### Records for processing

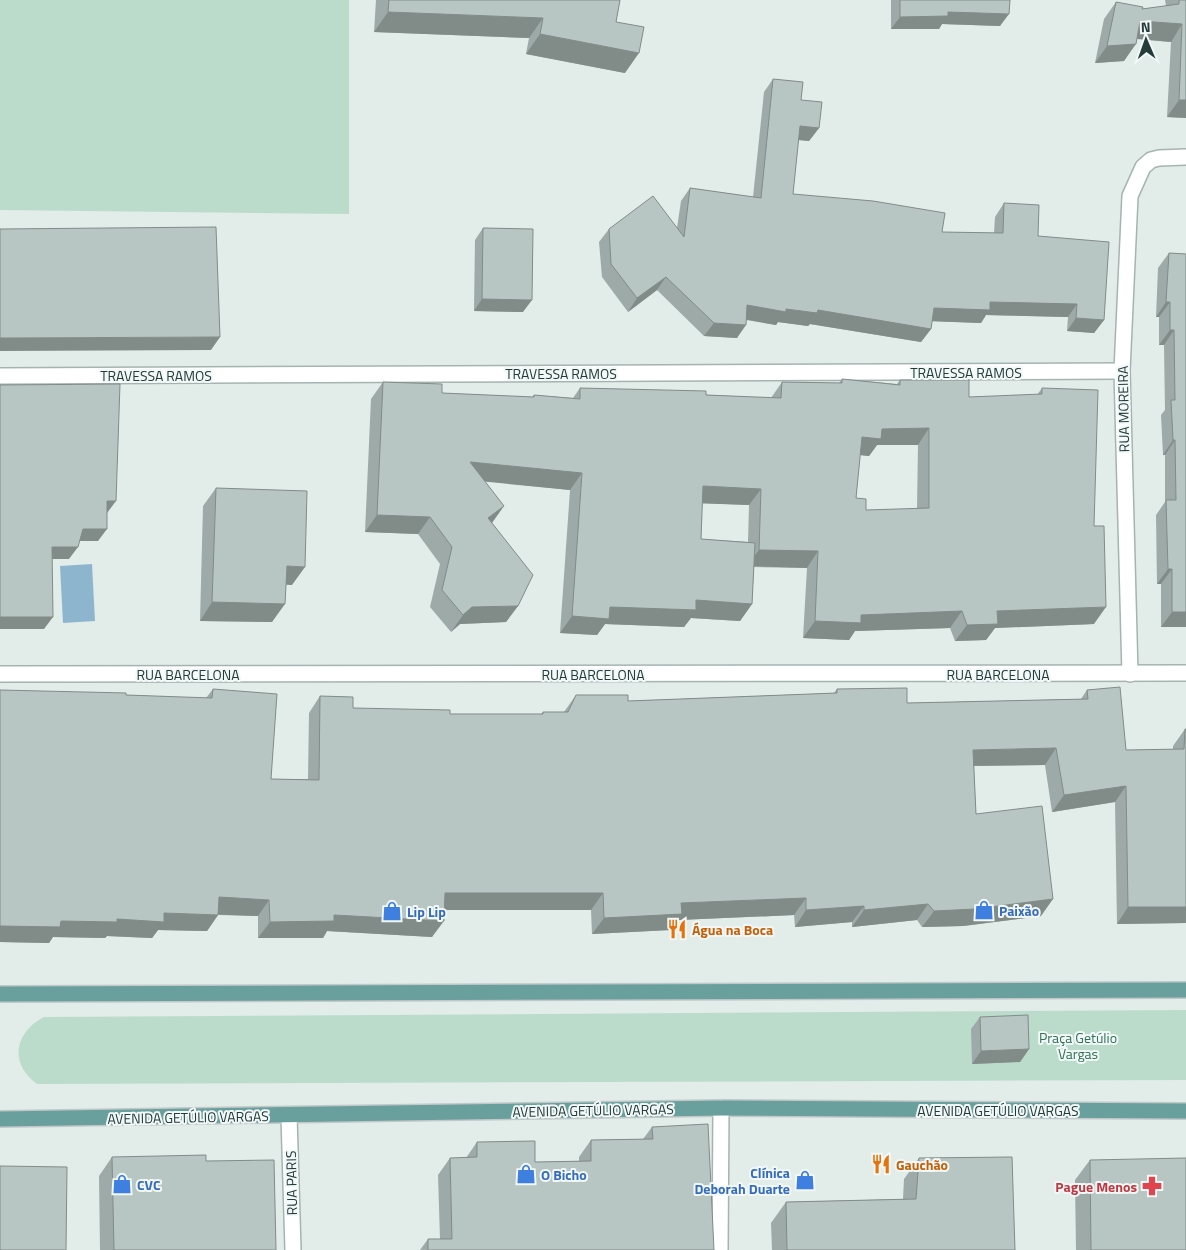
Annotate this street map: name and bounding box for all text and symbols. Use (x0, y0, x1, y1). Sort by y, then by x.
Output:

---

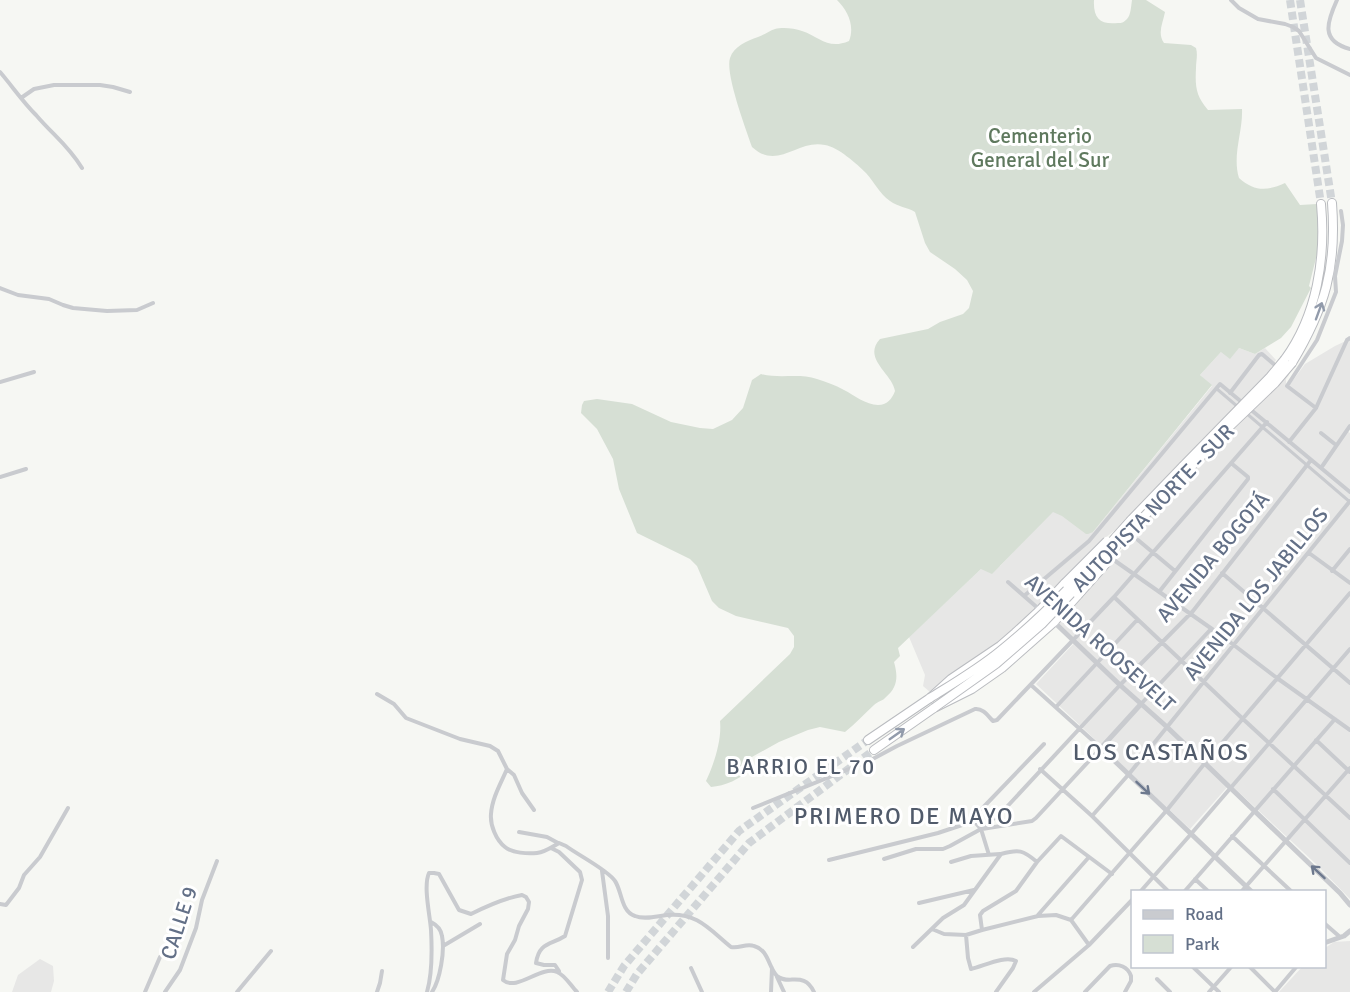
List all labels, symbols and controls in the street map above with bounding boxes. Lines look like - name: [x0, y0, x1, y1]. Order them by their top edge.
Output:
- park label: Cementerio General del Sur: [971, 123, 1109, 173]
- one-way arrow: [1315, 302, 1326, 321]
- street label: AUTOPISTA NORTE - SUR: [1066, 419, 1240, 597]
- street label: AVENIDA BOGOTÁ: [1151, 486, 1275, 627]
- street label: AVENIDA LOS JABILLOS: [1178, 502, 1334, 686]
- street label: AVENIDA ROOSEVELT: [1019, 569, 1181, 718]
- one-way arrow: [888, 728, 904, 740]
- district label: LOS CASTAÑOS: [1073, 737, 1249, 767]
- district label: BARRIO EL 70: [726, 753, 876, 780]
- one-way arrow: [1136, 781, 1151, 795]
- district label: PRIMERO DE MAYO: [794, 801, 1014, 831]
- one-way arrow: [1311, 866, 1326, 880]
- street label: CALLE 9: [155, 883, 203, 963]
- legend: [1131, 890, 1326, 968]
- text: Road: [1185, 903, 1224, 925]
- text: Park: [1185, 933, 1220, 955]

### Problem description
In the listing, find every line with the word "name" and return it.

### Expected output
Annotate this street map: name and bounding box for all text and symbols. Use (x0, y0, x1, y1). Sort by y, then by x.
List all labels, symbols and controls in the street map above with bounding boxes. Lines look like - name: [x0, y0, x1, y1]. Order them by their top edge.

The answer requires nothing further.